The movement of money how you're betting on money crypto is an example, and how blockchain is revolutionizing kinda the financial industry and tokenizing, and securitized, tokenizing everything. That's a trend that you can play. What I think fewer people look on is when a trend gets extrapolated.

So not to get all math nerdy on it, but a second derivative move happens. 

Joshua Wilson: Yeah. 

Peter Wright: And it either accelerates or decelerates. What I really enjoy looking at is making a call right then and there. Is it gonna mean revert to trend? Or is this a trend change? And so a really good example of this coming from a semiconductor guy is Nvidia.

So if you look at Nvidia, this is a case study on a growth story. If you look at X 86 processors and Intel's dominance, it moved to parallel processing on the graphic and processor side, TP side. And the question was, how big was that gonna happen? It was big, and it existed for over a decade before NVIDIA's real story happened.

And what really happened underlying that story, was an extrapolation of growth so that cadence of Moore's law accelerated on the GPU side. As soon as that happened, there was a change in growth curve, and there was a technological reason that you could look at and say it's different this time.
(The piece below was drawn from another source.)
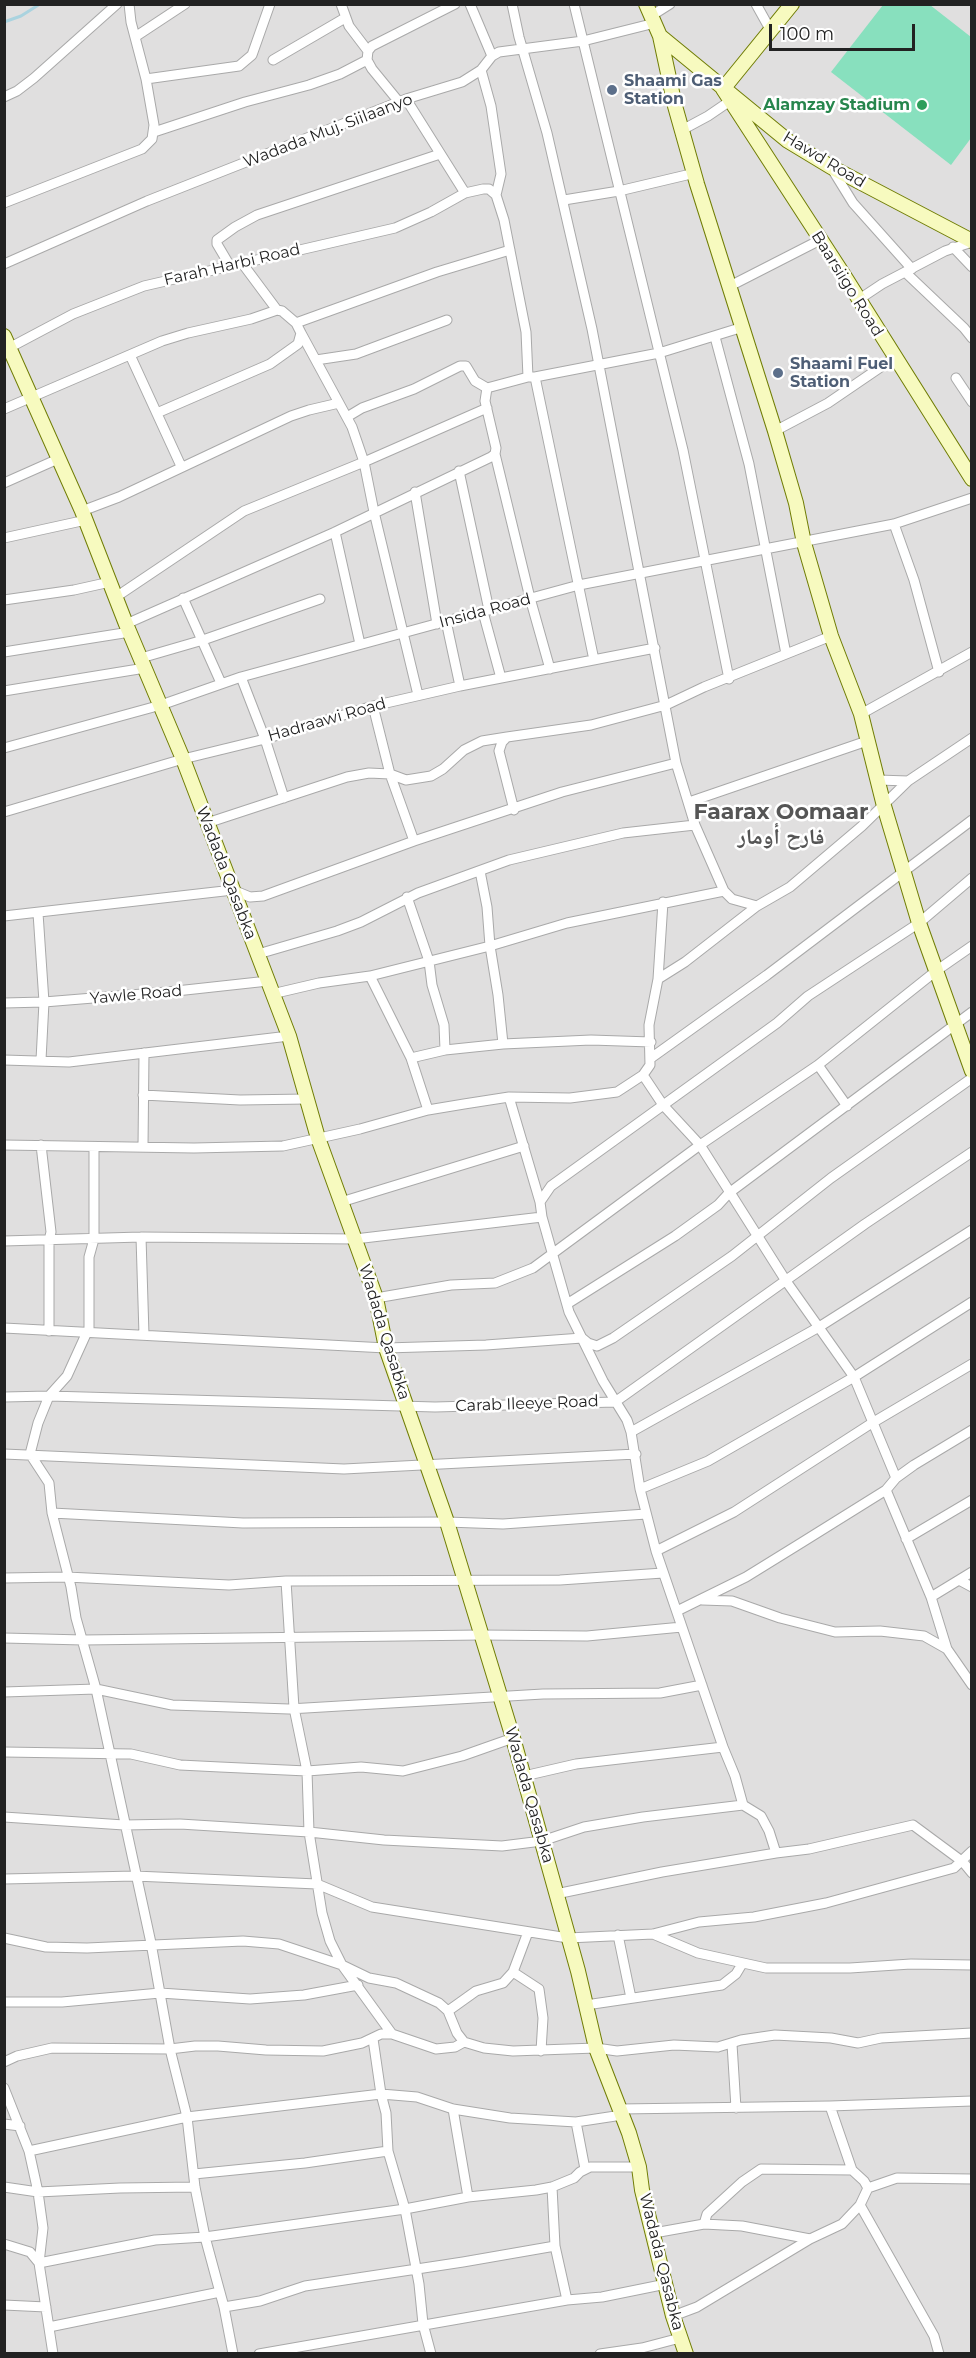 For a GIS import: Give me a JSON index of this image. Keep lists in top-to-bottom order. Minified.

This is not gonna mean revert. This is gonna be a new trend. So when you can identify that and build a lot of confidence in it, you can make a big bet. And then analyze the ecosystem behind it. So that's a good example of a stock that and a story that you know is what we look at, which is a trend.

Trend is your friend pick something that's got positive momentum behind it. But then, after that, that's, that the market's pretty efficient. You might make a little more money on that if you're a growth investor, but where you really make outsized money is when there's a move off of that trend in either direction and you're making a call for it to either mean, revert, or break to a new trend.

And that's where real alpha is generated. 

Joshua Wilson: Oh, I like that. I think we should dig into that, right? That's where real alpha on that second derivative of the bell curve, right? Like I, I forget, was it the book Outliers that kind of talked about the growth trends? So it might've been that, forgive me if I'm off, so we see it, we see a spike and we're like, oh, this is interesting.

And we, like we saw that with Bitcoin, right? The spike and then everybody's, oh, it was just a trend, but then boom, that second one was even bigger than that first. Right now we're seeing a, maybe a correction or who knows, who cares, right? But like the. How do you know when it's gonna go up or if it's gonna be the pet rock and drop?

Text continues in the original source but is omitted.